While studying the geometric distribution, the most perplexing and confusing aspect is the differing explanations across textbooks, blogs, and wikis. Some sources mention the mean as $\displaystyle {{1} \over {p}} $, while others use $\displaystyle {{1-p} \over {p}}$.

This discrepancy arises because there are two ways to define the geometric distribution. The probability mass function of the geometric distribution $\text{Geo}(p)$ is defined either as $$ p_{1}(x) = p(1-p)^{x-1} , x= 1,2,3,\cdots $$ or $$ p_{2}(x) = p(1-p)^{x} , x= 0,1,2,\cdots $$. The expectation is determined by the probability mass function, using $p_{1}$ results in $\displaystyle {{1} \over {p}}$, and using $p_{2}$ results in $\displaystyle {{1-p} \over {p}}$.

Upon examining the probability mass functions, one can see there is no fundamental difference between the two definitions; it merely depends on whether one starts counting from $1$ or from $0$. Considering the intuitive definition of the geometric distribution, whether one is interested in the number of trials until a ‘success’ occurs, or the number of failures before the first success boils down to two perspectives.

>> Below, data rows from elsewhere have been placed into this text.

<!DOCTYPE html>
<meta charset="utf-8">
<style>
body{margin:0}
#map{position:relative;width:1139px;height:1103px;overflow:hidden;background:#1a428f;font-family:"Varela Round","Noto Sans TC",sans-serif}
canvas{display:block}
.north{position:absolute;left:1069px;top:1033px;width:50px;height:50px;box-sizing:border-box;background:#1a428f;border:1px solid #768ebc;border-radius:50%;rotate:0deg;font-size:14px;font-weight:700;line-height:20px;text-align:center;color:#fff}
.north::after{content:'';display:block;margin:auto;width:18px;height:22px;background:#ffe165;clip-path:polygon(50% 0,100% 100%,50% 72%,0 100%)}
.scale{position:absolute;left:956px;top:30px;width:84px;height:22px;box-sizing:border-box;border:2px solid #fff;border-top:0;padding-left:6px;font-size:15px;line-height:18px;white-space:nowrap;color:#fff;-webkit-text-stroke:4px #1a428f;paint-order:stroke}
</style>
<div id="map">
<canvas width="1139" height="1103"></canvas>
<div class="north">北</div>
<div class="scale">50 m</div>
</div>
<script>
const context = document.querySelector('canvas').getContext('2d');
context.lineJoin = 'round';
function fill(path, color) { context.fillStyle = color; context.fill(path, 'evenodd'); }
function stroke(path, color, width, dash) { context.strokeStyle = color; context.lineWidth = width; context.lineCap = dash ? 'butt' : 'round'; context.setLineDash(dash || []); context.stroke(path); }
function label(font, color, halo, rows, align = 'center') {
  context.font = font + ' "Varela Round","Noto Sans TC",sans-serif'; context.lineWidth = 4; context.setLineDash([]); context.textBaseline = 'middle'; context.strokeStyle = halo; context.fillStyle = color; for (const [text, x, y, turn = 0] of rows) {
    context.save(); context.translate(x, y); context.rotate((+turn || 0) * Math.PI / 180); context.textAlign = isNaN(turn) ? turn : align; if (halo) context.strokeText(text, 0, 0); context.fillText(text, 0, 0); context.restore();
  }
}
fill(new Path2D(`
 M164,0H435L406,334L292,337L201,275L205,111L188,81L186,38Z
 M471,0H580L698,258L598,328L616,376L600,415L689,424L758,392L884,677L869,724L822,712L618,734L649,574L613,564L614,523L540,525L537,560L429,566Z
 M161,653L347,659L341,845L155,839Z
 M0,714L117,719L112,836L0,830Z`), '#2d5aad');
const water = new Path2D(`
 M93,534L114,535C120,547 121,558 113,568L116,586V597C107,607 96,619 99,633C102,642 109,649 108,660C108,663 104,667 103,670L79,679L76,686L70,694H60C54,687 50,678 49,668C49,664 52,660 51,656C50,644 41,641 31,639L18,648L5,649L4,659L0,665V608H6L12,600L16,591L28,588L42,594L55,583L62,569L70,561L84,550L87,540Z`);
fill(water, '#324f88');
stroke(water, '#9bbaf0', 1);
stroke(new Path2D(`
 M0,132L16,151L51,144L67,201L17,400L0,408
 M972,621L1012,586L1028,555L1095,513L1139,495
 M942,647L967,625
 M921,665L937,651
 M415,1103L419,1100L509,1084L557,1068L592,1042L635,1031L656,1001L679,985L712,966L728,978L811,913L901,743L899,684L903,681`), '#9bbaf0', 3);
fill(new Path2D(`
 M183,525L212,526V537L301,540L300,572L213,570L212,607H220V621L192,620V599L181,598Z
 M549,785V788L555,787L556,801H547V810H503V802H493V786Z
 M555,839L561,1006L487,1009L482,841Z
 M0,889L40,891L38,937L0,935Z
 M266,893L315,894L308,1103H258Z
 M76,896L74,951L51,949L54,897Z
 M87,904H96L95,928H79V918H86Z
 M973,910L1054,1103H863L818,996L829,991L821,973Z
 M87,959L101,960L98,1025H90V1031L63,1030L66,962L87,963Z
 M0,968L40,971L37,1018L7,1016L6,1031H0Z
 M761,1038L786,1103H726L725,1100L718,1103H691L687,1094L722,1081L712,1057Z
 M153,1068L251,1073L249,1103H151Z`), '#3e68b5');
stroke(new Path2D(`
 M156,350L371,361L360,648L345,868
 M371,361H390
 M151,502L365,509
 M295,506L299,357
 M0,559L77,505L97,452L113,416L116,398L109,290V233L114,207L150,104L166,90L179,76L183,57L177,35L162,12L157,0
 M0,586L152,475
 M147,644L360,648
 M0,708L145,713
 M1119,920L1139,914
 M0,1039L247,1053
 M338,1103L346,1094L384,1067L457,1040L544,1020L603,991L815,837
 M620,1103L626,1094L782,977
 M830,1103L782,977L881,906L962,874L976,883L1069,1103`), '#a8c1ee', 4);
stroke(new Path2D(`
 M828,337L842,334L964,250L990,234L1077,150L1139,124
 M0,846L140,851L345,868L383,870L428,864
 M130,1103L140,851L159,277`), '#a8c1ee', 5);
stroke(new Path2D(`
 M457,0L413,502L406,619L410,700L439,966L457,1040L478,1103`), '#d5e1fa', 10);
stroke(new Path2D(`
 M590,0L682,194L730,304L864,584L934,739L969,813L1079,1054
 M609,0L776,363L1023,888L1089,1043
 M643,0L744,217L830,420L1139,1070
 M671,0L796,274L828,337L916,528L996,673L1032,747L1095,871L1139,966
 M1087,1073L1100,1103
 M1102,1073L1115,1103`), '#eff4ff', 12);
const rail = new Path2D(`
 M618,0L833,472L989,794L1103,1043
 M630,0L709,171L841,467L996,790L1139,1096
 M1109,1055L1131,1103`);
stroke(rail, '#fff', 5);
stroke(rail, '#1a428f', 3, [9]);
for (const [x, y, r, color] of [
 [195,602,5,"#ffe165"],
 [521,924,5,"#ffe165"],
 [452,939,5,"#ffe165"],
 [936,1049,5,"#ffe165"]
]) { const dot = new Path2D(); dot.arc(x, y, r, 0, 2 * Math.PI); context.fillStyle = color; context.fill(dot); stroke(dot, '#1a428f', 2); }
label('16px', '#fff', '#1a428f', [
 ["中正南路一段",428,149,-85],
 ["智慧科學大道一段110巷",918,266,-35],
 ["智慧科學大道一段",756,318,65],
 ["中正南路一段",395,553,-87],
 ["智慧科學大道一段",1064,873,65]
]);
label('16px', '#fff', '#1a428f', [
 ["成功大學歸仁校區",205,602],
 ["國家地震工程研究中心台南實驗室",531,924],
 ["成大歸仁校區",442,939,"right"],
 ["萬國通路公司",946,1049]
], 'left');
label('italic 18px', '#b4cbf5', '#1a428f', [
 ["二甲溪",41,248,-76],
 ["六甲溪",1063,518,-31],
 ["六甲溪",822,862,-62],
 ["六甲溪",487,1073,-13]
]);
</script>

If success occurs on the first trial, the number of trials would be $1$, and the number of failures would be $0$.

Moreover, since the geometric distribution possesses the memoryless property, it can be utilized in survival analysis. If an event is considered a ‘failure’, one might be interested in how many times it withstands failure before occurring. In such cases, it makes sense to count the number of ‘failures’.

Ultimately, choosing a particular probability mass function depends on the subject of interest, convenience, and convention. It’s best not to overthink it and simply use whichever you prefer.